__What you are asked to do__
Pictures in the records below are skipped; the rest is copied exactly.

Stored items:
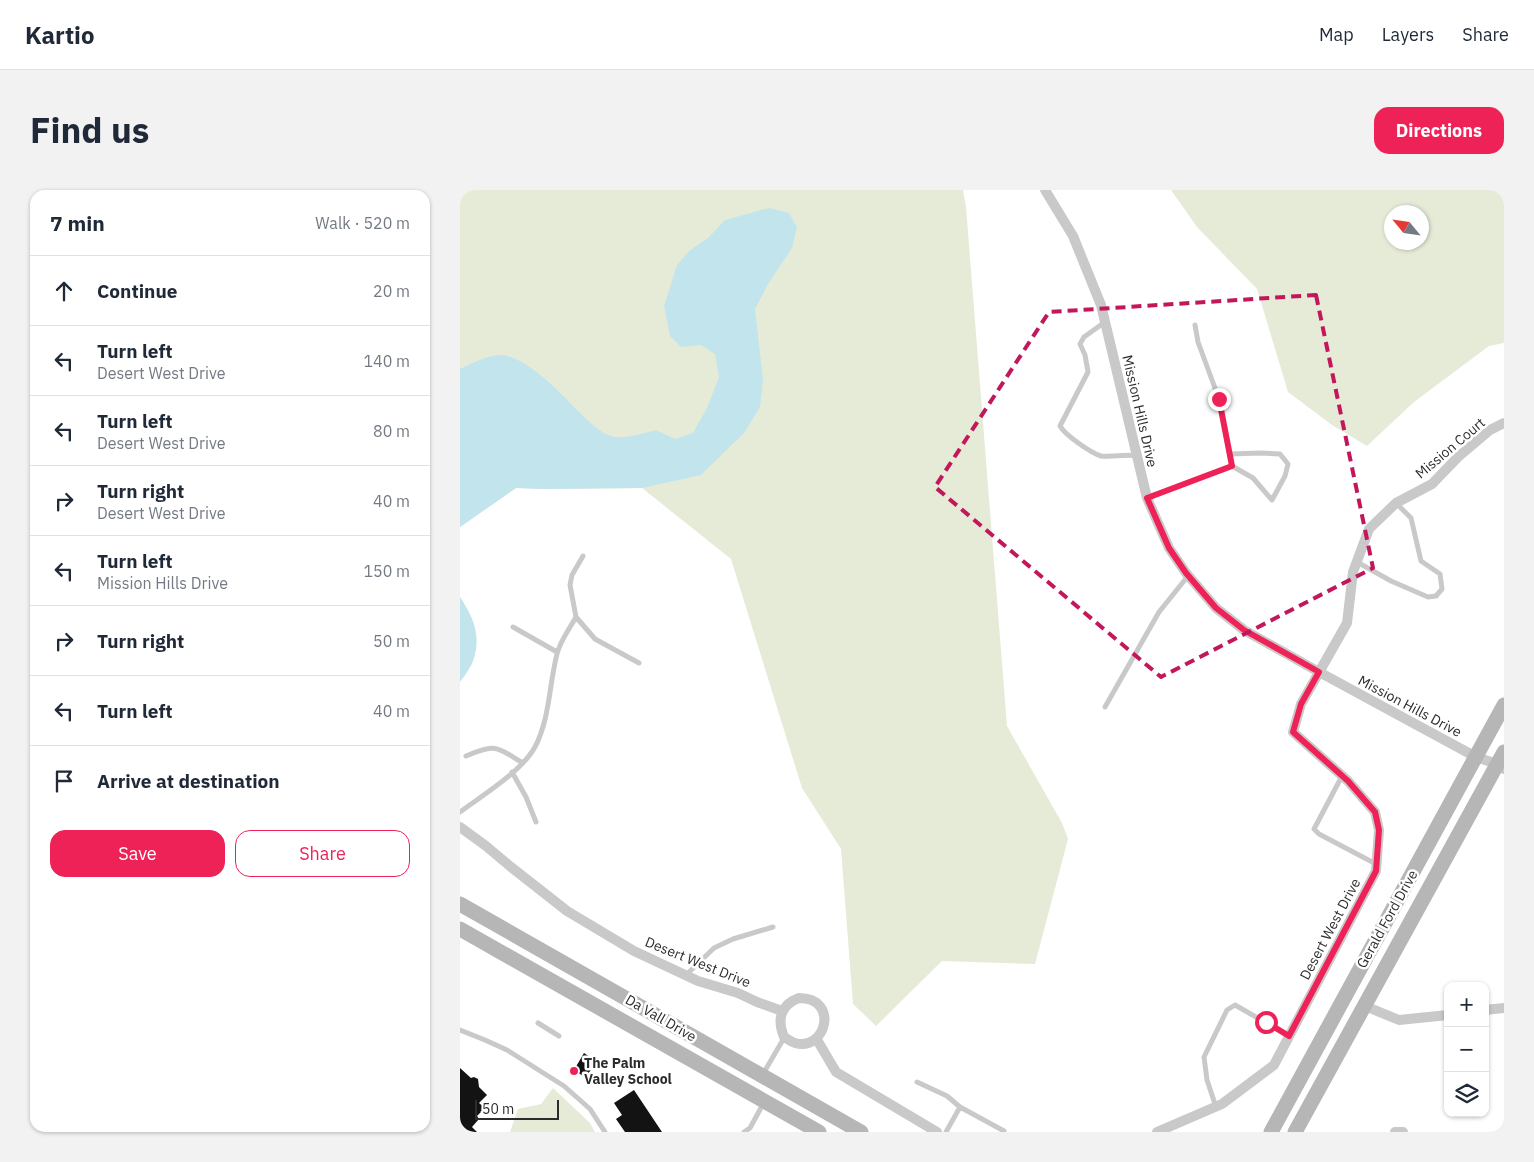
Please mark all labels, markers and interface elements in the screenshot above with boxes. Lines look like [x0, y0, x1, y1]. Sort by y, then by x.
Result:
text: Kartio [25, 19, 95, 51]
text: Map [1319, 23, 1354, 46]
text: Layers [1382, 23, 1434, 46]
text: Share [1462, 23, 1509, 46]
text: Find us [30, 107, 149, 153]
button: Directions [1374, 107, 1504, 154]
north arrow [1384, 205, 1429, 250]
text: 7 min [50, 209, 105, 237]
text: Walk · 520 m [315, 213, 410, 233]
icon: ahead [50, 277, 78, 305]
text: Continue [97, 279, 177, 303]
text: 20 m [373, 281, 410, 301]
text: Turn left [97, 339, 173, 363]
icon: left [50, 347, 78, 375]
text: 140 m [363, 351, 410, 371]
street label: Mission Hills Drive [1118, 353, 1162, 469]
text: Desert West Drive [97, 363, 225, 383]
route end [1208, 388, 1231, 411]
text: Turn left [97, 409, 173, 433]
street label: Mission Court [1411, 414, 1489, 482]
icon: left [50, 417, 78, 445]
text: 80 m [373, 421, 410, 441]
text: Desert West Drive [97, 433, 225, 453]
text: Turn right [97, 479, 184, 503]
icon: right [50, 487, 78, 515]
text: 40 m [373, 491, 410, 511]
text: Desert West Drive [97, 503, 225, 523]
text: Turn left [97, 549, 173, 573]
icon: left [50, 557, 78, 585]
text: 150 m [363, 561, 410, 581]
text: Mission Hills Drive [97, 573, 228, 593]
icon: right [50, 627, 78, 655]
text: Turn right [97, 629, 184, 653]
text: 50 m [373, 631, 410, 651]
street label: Mission Hills Drive [1355, 671, 1465, 741]
icon: left [50, 697, 78, 725]
text: Turn left [97, 699, 173, 723]
text: 40 m [373, 701, 410, 721]
icon: arrive [50, 767, 78, 795]
text: Arrive at destination [97, 769, 280, 793]
button: Save [50, 830, 225, 877]
button: Share [235, 830, 410, 877]
street label: Gerald Ford Drive [1353, 866, 1422, 971]
street label: Desert West Drive [1296, 875, 1364, 983]
street label: Desert West Drive [643, 933, 754, 992]
map controls [1444, 982, 1489, 1117]
button: + [1444, 982, 1489, 1027]
street label: Da Vall Drive [622, 990, 700, 1046]
route start [1255, 1011, 1278, 1034]
button: − [1444, 1027, 1489, 1072]
place label: The Palm Valley School [584, 1054, 672, 1088]
marker: The Palm Valley School [568, 1065, 580, 1077]
button: layers [1444, 1072, 1489, 1117]
scale bar [475, 1097, 559, 1120]
text: 50 m [482, 1100, 514, 1118]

__Solved problem__
Please mark all labels, markers and interface elements in the screenshot above with boxes. Lines look like [x0, y0, x1, y1]. Sort by y, then by x.
Result:
text: Kartio [25, 19, 95, 51]
text: Map [1319, 23, 1354, 46]
text: Layers [1382, 23, 1434, 46]
text: Share [1462, 23, 1509, 46]
text: Find us [30, 107, 149, 153]
button: Directions [1374, 107, 1504, 154]
north arrow [1384, 205, 1429, 250]
text: 7 min [50, 209, 105, 237]
text: Walk · 520 m [315, 213, 410, 233]
icon: ahead [50, 277, 78, 305]
text: Continue [97, 279, 177, 303]
text: 20 m [373, 281, 410, 301]
text: Turn left [97, 339, 173, 363]
icon: left [50, 347, 78, 375]
text: 140 m [363, 351, 410, 371]
street label: Mission Hills Drive [1118, 353, 1162, 469]
text: Desert West Drive [97, 363, 225, 383]
route end [1208, 388, 1231, 411]
text: Turn left [97, 409, 173, 433]
street label: Mission Court [1411, 414, 1489, 482]
icon: left [50, 417, 78, 445]
text: 80 m [373, 421, 410, 441]
text: Desert West Drive [97, 433, 225, 453]
text: Turn right [97, 479, 184, 503]
icon: right [50, 487, 78, 515]
text: 40 m [373, 491, 410, 511]
text: Desert West Drive [97, 503, 225, 523]
text: Turn left [97, 549, 173, 573]
icon: left [50, 557, 78, 585]
text: 150 m [363, 561, 410, 581]
text: Mission Hills Drive [97, 573, 228, 593]
icon: right [50, 627, 78, 655]
text: Turn right [97, 629, 184, 653]
text: 50 m [373, 631, 410, 651]
street label: Mission Hills Drive [1355, 671, 1465, 741]
icon: left [50, 697, 78, 725]
text: Turn left [97, 699, 173, 723]
text: 40 m [373, 701, 410, 721]
icon: arrive [50, 767, 78, 795]
text: Arrive at destination [97, 769, 280, 793]
button: Save [50, 830, 225, 877]
button: Share [235, 830, 410, 877]
street label: Gerald Ford Drive [1353, 866, 1422, 971]
street label: Desert West Drive [1296, 875, 1364, 983]
street label: Desert West Drive [643, 933, 754, 992]
map controls [1444, 982, 1489, 1117]
button: + [1444, 982, 1489, 1027]
street label: Da Vall Drive [622, 990, 700, 1046]
route start [1255, 1011, 1278, 1034]
button: − [1444, 1027, 1489, 1072]
place label: The Palm Valley School [584, 1054, 672, 1088]
marker: The Palm Valley School [568, 1065, 580, 1077]
button: layers [1444, 1072, 1489, 1117]
scale bar [475, 1097, 559, 1120]
text: 50 m [482, 1100, 514, 1118]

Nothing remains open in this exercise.